On the incredibly
lavish building that embodies a city’s contradictions—and what to do about it.
To use a current
colloquialism that seems to be the best choice for the occasion, Harrisburg’s State Capitol building is cray cray. Designed
in 1902, after the city’s longstanding first capitol building burned down (in
1897) and the very plain second was abandoned pre-completion (in 1899), the capitol
has come to be known as a “palace
of art” due to its numerous sculptures, murals, and stained-glass windows,
as well as its stunning façade and 52-million pound (!) dome modeled on Rome’s
St. Peter’s Basilica.
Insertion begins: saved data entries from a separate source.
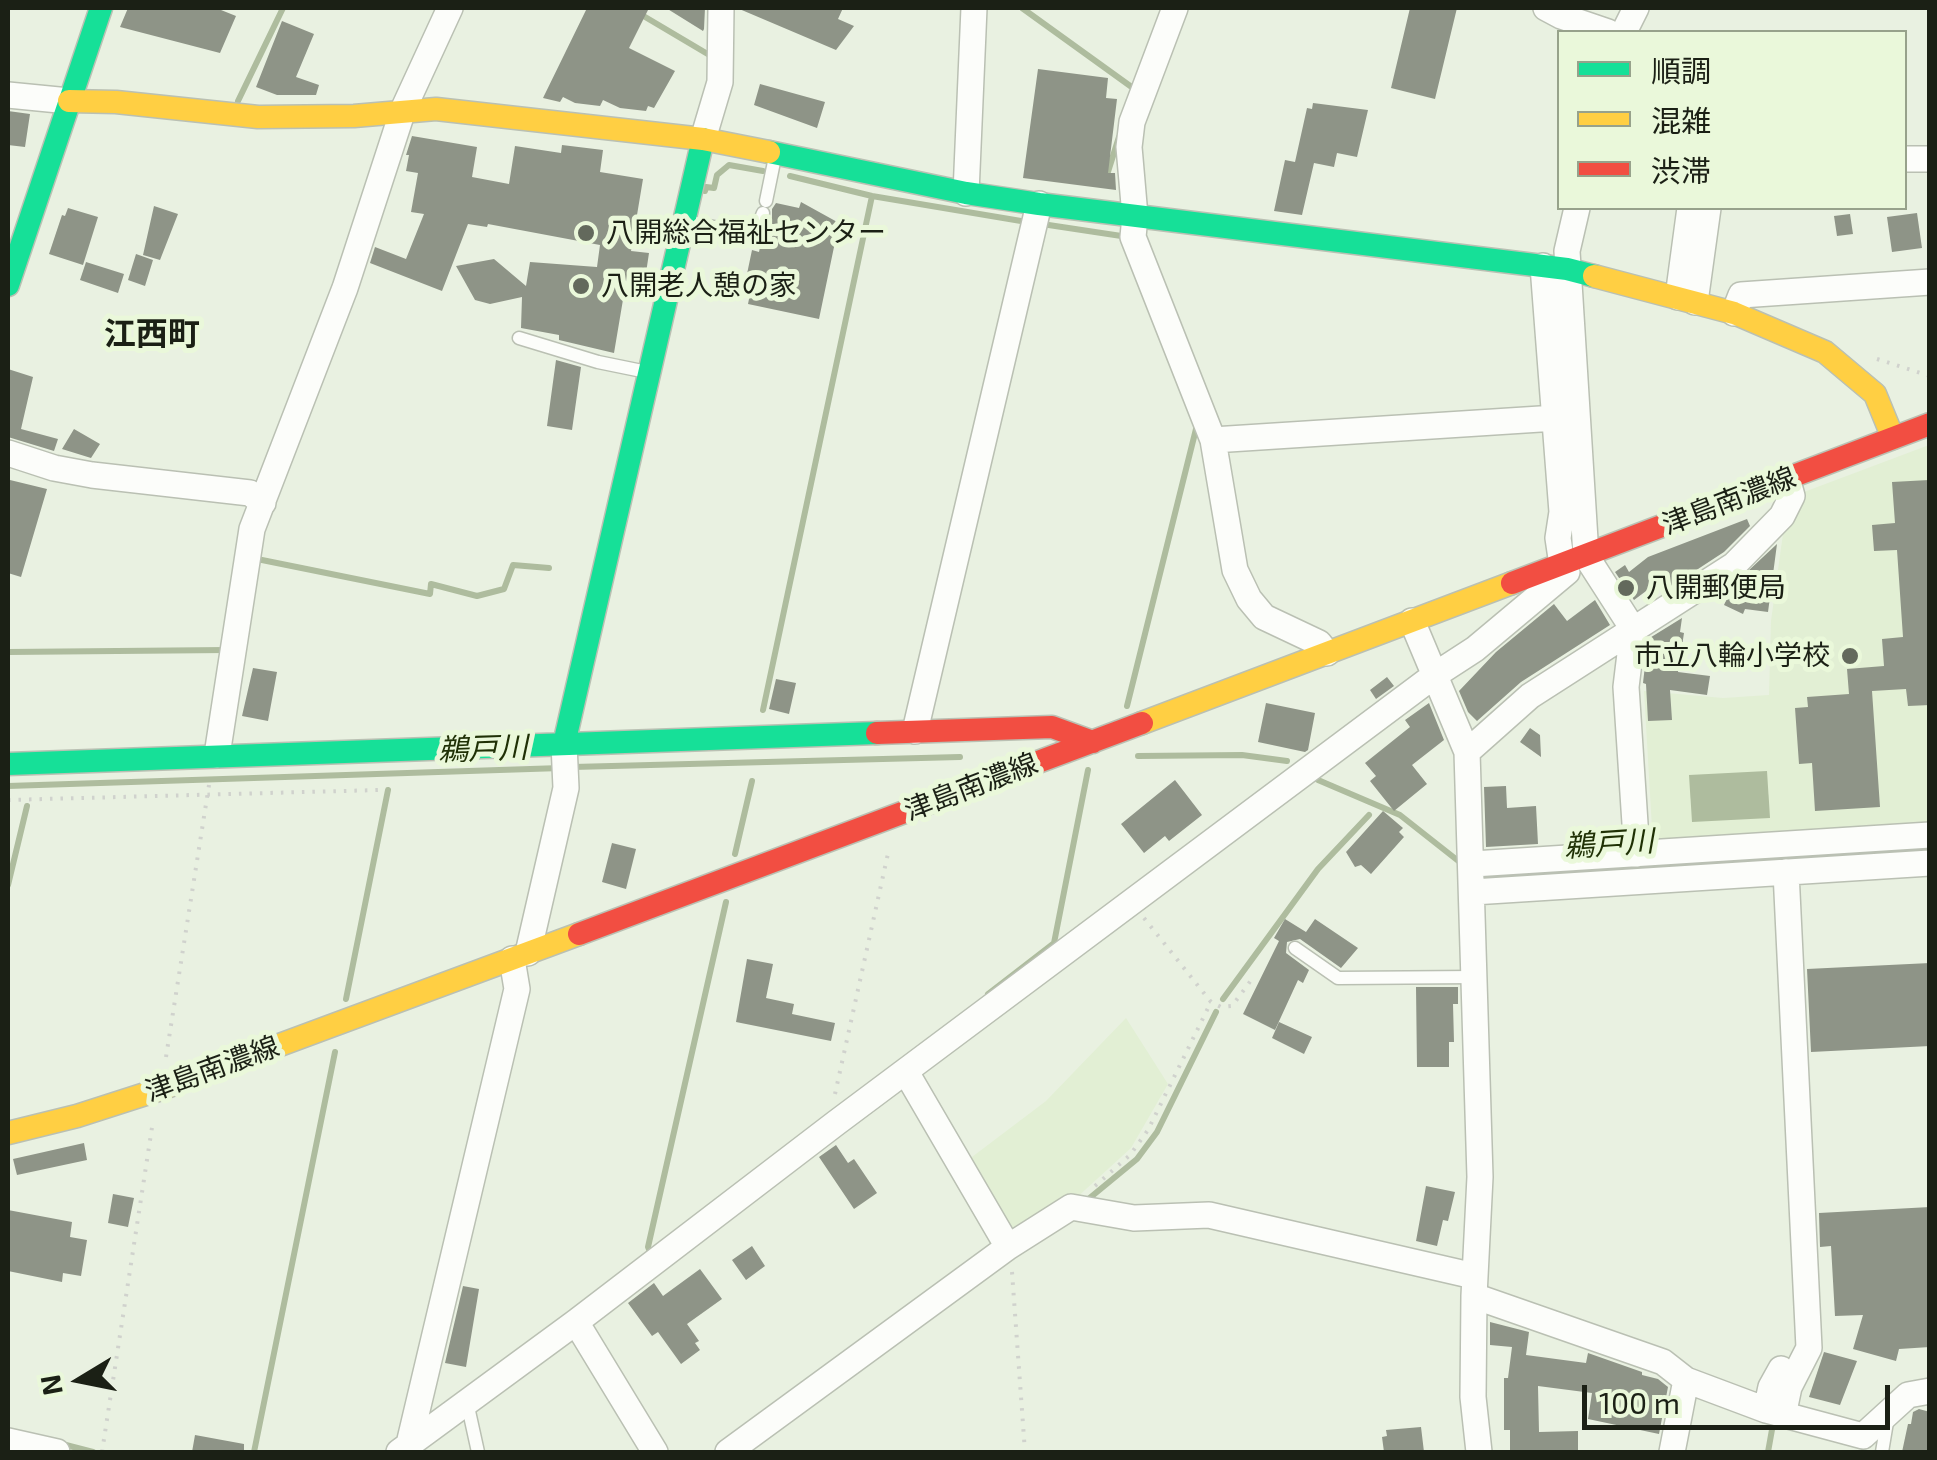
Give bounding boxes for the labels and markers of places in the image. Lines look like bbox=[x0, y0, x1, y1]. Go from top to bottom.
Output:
place label: 八開総合福祉センター bbox=[606, 216, 886, 250]
marker: 八開総合福祉センター bbox=[575, 222, 597, 244]
place label: 八開老人憩の家 bbox=[601, 269, 797, 303]
marker: 八開老人憩の家 bbox=[570, 275, 592, 297]
place label: 八開郵便局 bbox=[1646, 571, 1786, 605]
marker: 八開郵便局 bbox=[1615, 577, 1637, 599]
place label: 市立八輪小学校 bbox=[1634, 639, 1830, 673]
marker: 市立八輪小学校 bbox=[1839, 645, 1861, 667]

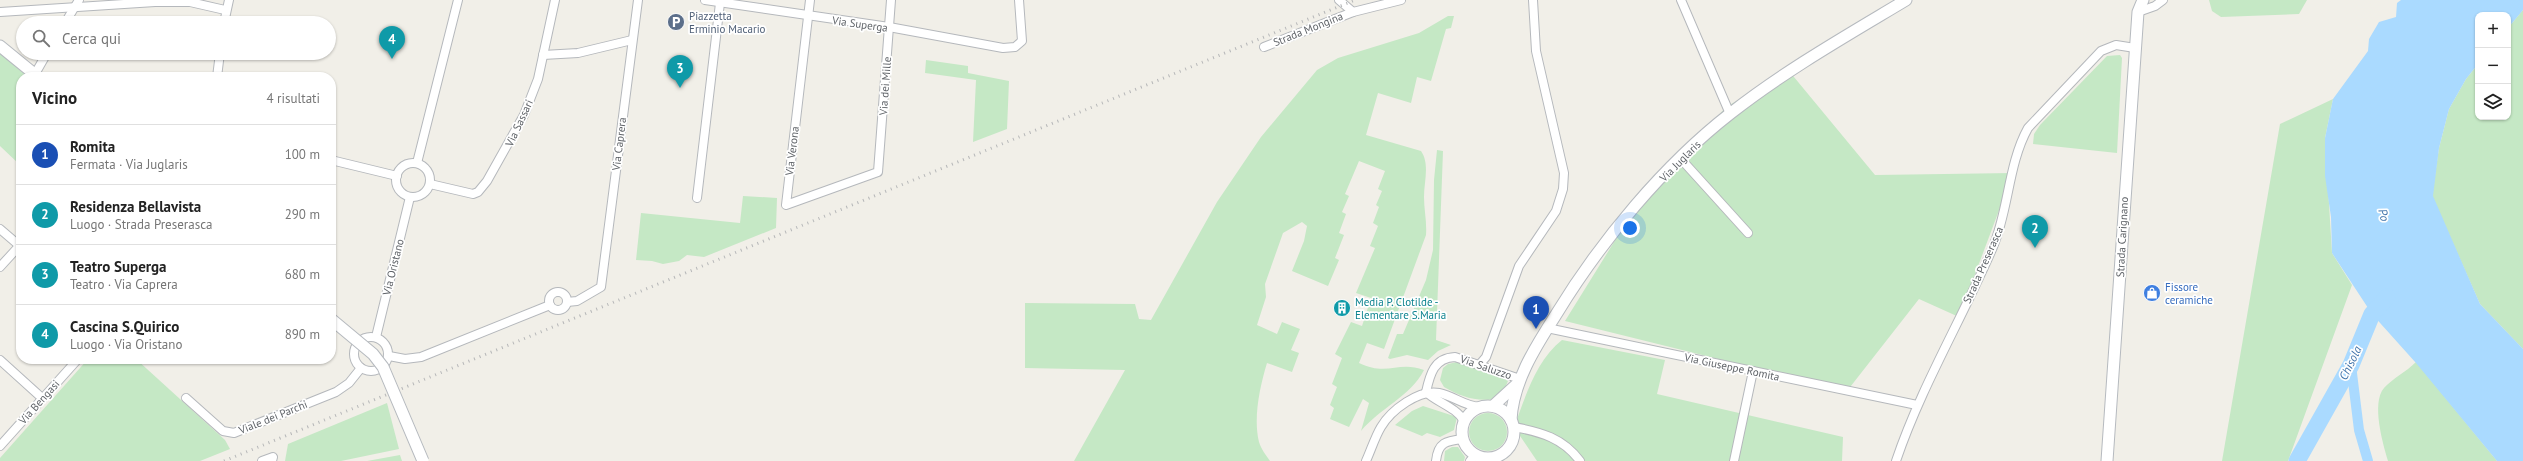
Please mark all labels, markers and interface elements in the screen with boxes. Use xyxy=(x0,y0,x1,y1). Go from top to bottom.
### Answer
place label: Piazzetta Erminio Macario xyxy=(689,9,766,36)
street label: Strada Mongina xyxy=(1271,9,1345,49)
parking icon: Piazzetta Erminio Macario xyxy=(666,12,686,32)
map controls xyxy=(2475,12,2511,120)
button: + xyxy=(2475,12,2511,48)
street label: Via Superga xyxy=(830,13,889,35)
search box xyxy=(16,16,336,60)
pin: 4 xyxy=(379,26,405,59)
icon: search xyxy=(30,27,52,49)
text: Cerca qui xyxy=(62,29,121,48)
button: − xyxy=(2475,48,2511,84)
pin: 3 xyxy=(667,55,693,88)
street label: Via dei Mille xyxy=(876,56,894,117)
button: layers xyxy=(2475,84,2511,120)
text: Vicino xyxy=(32,87,77,109)
text: 4 risultati xyxy=(267,90,320,107)
street label: Via Sassari xyxy=(502,97,536,150)
street label: Via Caprera xyxy=(609,117,629,172)
street label: Via Verona xyxy=(782,126,802,177)
text: Romita xyxy=(70,137,115,156)
street label: Via Juglaris xyxy=(1656,137,1704,185)
text: 1 xyxy=(41,146,49,163)
text: 100 m xyxy=(285,146,320,163)
text: Fermata · Via Juglaris xyxy=(70,156,188,173)
street label: Strada Carignano xyxy=(2113,196,2131,278)
text: Residenza Bellavista xyxy=(70,197,201,216)
text: 2 xyxy=(41,206,49,223)
text: 290 m xyxy=(285,206,320,223)
water label: Po xyxy=(2375,207,2393,223)
pin: 2 xyxy=(2022,215,2048,248)
text: Luogo · Strada Preserasca xyxy=(70,216,212,233)
your location xyxy=(1620,218,1640,238)
street label: Strada Preserasca xyxy=(1960,224,2006,306)
street label: Via Oristano xyxy=(379,237,407,298)
text: Teatro Superga xyxy=(70,257,167,276)
text: 3 xyxy=(41,266,49,283)
text: 680 m xyxy=(285,266,320,283)
text: Teatro · Via Caprera xyxy=(70,276,178,293)
place label: Fissore ceramiche xyxy=(2165,280,2213,307)
shop icon: Fissore ceramiche xyxy=(2142,283,2162,303)
place label: Media P. Clotilde - Elementare S.Maria xyxy=(1355,295,1446,322)
pin: 1 xyxy=(1523,296,1549,329)
building icon: Media P. Clotilde - Elementare S.Maria xyxy=(1332,298,1352,318)
text: Cascina S.Quirico xyxy=(70,317,179,336)
text: 4 xyxy=(41,326,49,343)
text: 890 m xyxy=(285,326,320,343)
text: Luogo · Via Oristano xyxy=(70,336,182,353)
water label: Chisola xyxy=(2335,343,2365,382)
street label: Via Giuseppe Romita xyxy=(1682,350,1781,384)
street label: Via Saluzzo xyxy=(1457,351,1514,382)
street label: Via Bengasi xyxy=(15,377,62,428)
street label: Viale dei Parchi xyxy=(236,397,309,437)

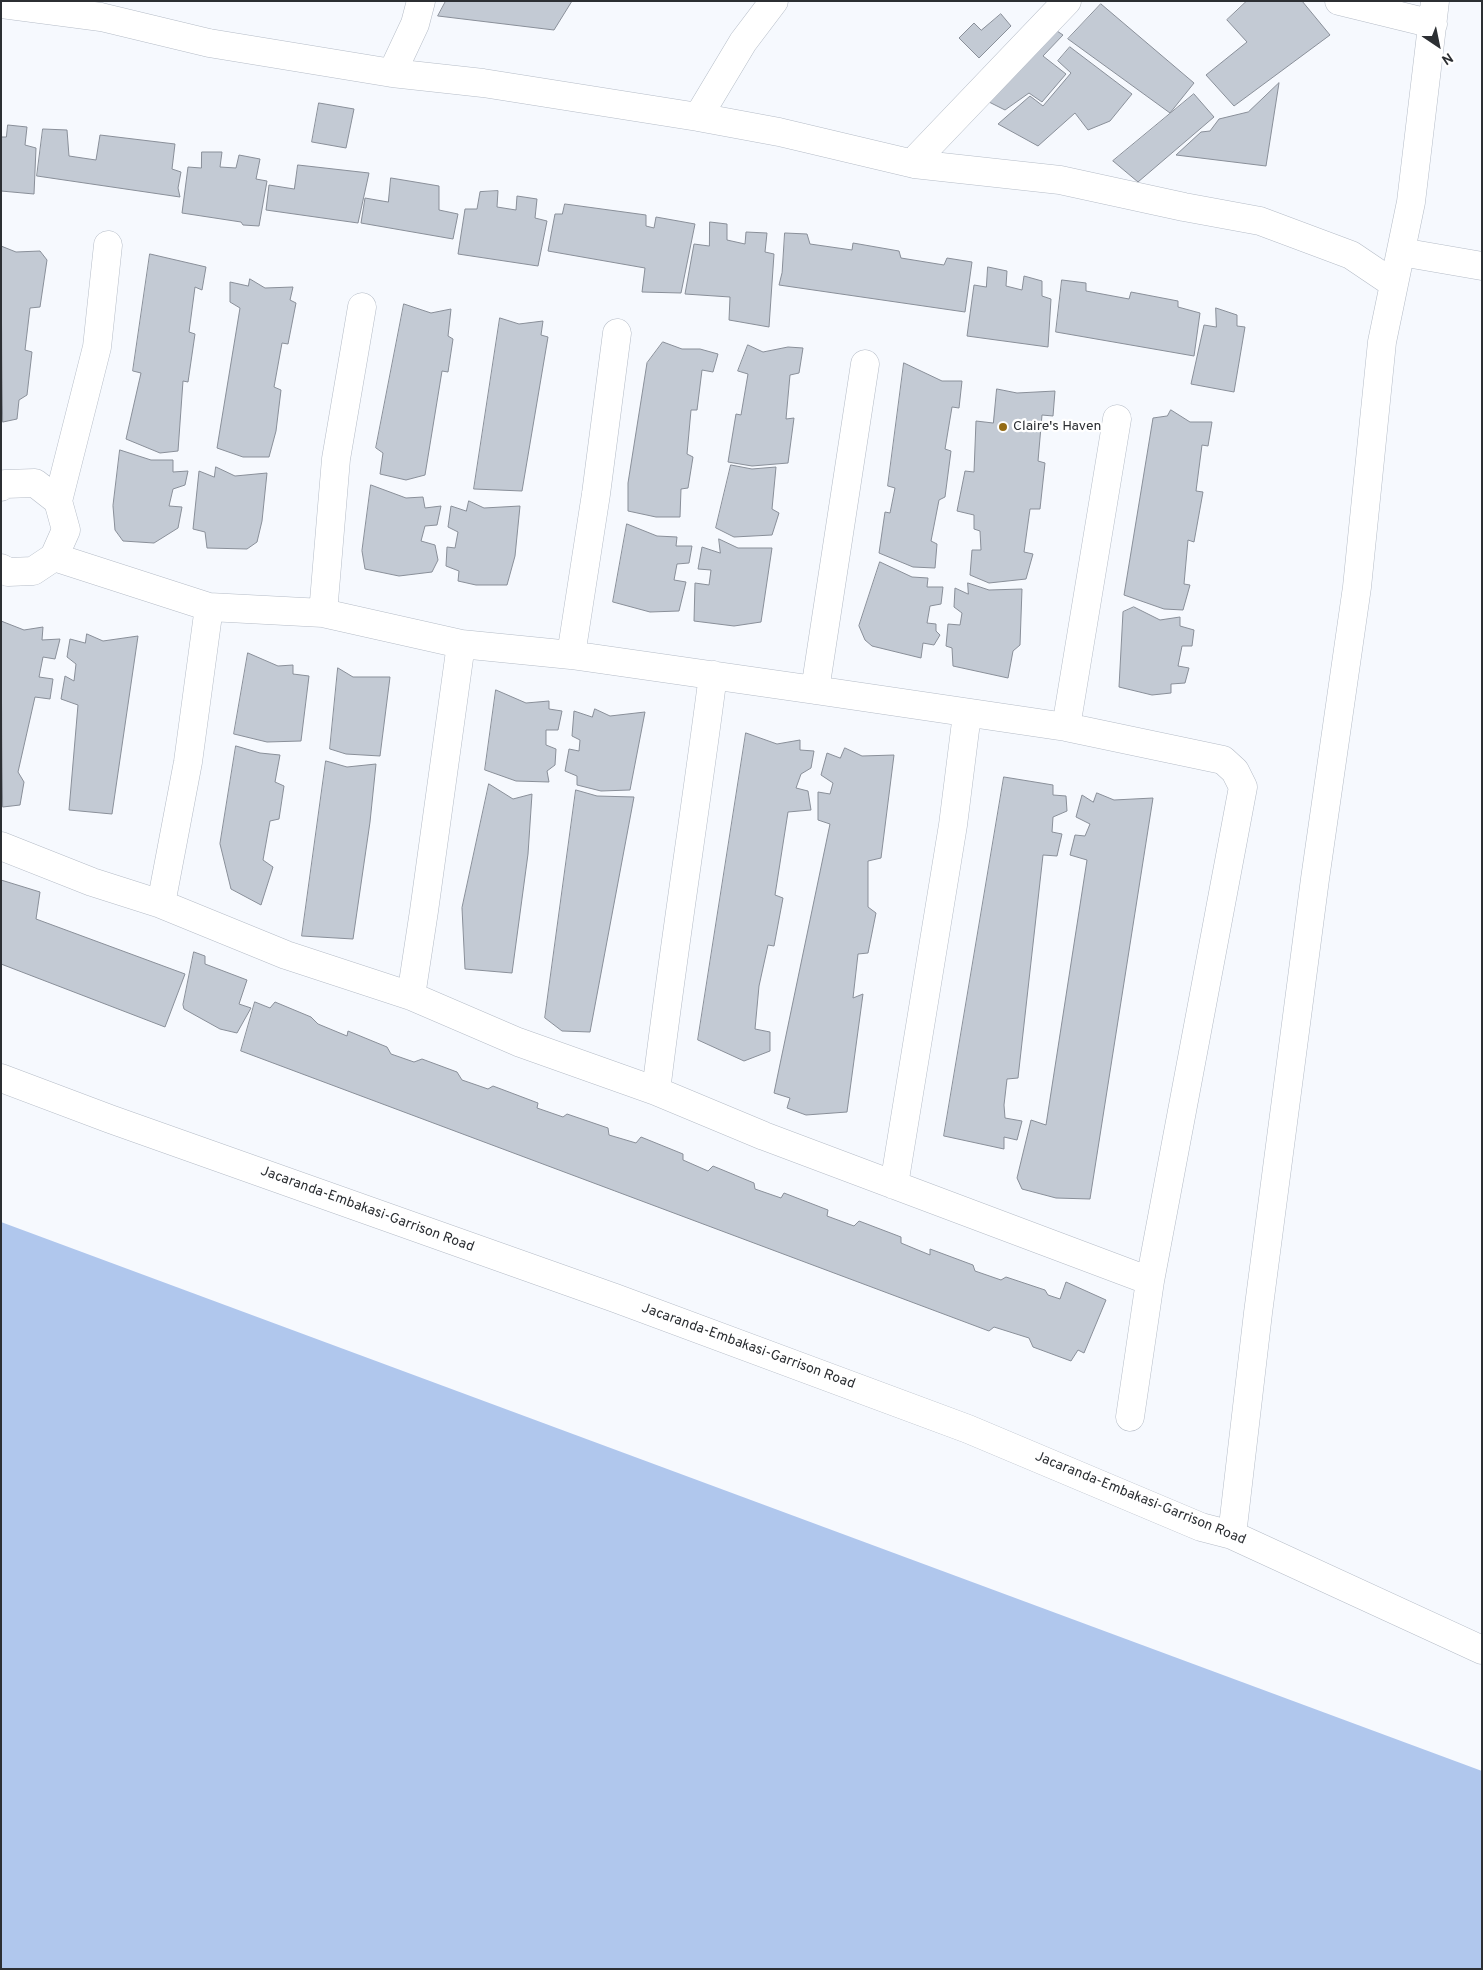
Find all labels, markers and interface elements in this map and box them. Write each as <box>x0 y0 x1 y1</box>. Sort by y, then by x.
north arrow <box>1413 20 1463 70</box>
text: N <box>1438 48 1456 68</box>
place label: Claire's Haven <box>1013 419 1101 435</box>
marker: Claire's Haven <box>997 421 1009 433</box>
street label: Jacaranda-Embakasi-Garrison Road <box>258 1163 476 1257</box>
street label: Jacaranda-Embakasi-Garrison Road <box>639 1300 857 1394</box>
street label: Jacaranda-Embakasi-Garrison Road <box>1032 1449 1248 1549</box>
Frankly, none of that—nor noting that the building has
been designated a National Historic
Landmark—does full justice to the experience of seeing and exploring the
building; it is, quite simply, the most lavish and overwhelming public building
I’ve been in (and the closest I’ve felt, in the United States, to being inside
the Vatican).
In 1906, the same
year that the Capitol was completed, a newly
elected State Treasurer began investigating allegations of graft in the
building’s construction; the investigation would result, two years later, in
numerous convictions, including of principal architect Joseph Miller Huston
and multiple local and state officials. On one level, this scandal reflects
quite concisely the lavish nature and Gilded Age context of the Capitol; but on
another, it highlights a contradiction between the building as the impressive,
inspiring symbol of a city and state and some of the less attractive economic
and social realities that underlay it. And those contradictions are certainly
just as present in 21st century Harrisburg, a city that still
features (and often in promotional materials foregrounds) the Capitol in all
its lavish splendor and that also filed
for federal bankruptcy in 2011 and has continued
to struggle with those financial and economic woes in the two years since.
So it’s fair to
ask, un-AmericanStudies-like as this question might seem, whether the Capitol
building should be taken apart and sold in order to make its city solvent once
more. I’m not suggesting that the art and architecture be melted down or
anything—I’m quite sure many museums and similar institutions would love to
feature these items, and in so doing would be fulfilling their civic mission
while the money might help Harrisburg and Pennsylvania better fulfill theirs. But
just because that extreme response isn’t likely doesn’t mean that we can simply
accept doing nothing as the only alternative. For example, currently admission
to and tours of the Capitol are free, and I’m willing to bet tourists would pay
(say) $5 each; the building is well worth it, and the funds could be directly
used for Harrisburg’s vital and ongoing civic needs. In any case, the
contradictions between the Capitol and the city are too overt, and too telling,
to simply take as one more illustration of the Gilded Ages, then and now.
Next Harrisburg
history tomorrow,
Ben
PS. What do you
think?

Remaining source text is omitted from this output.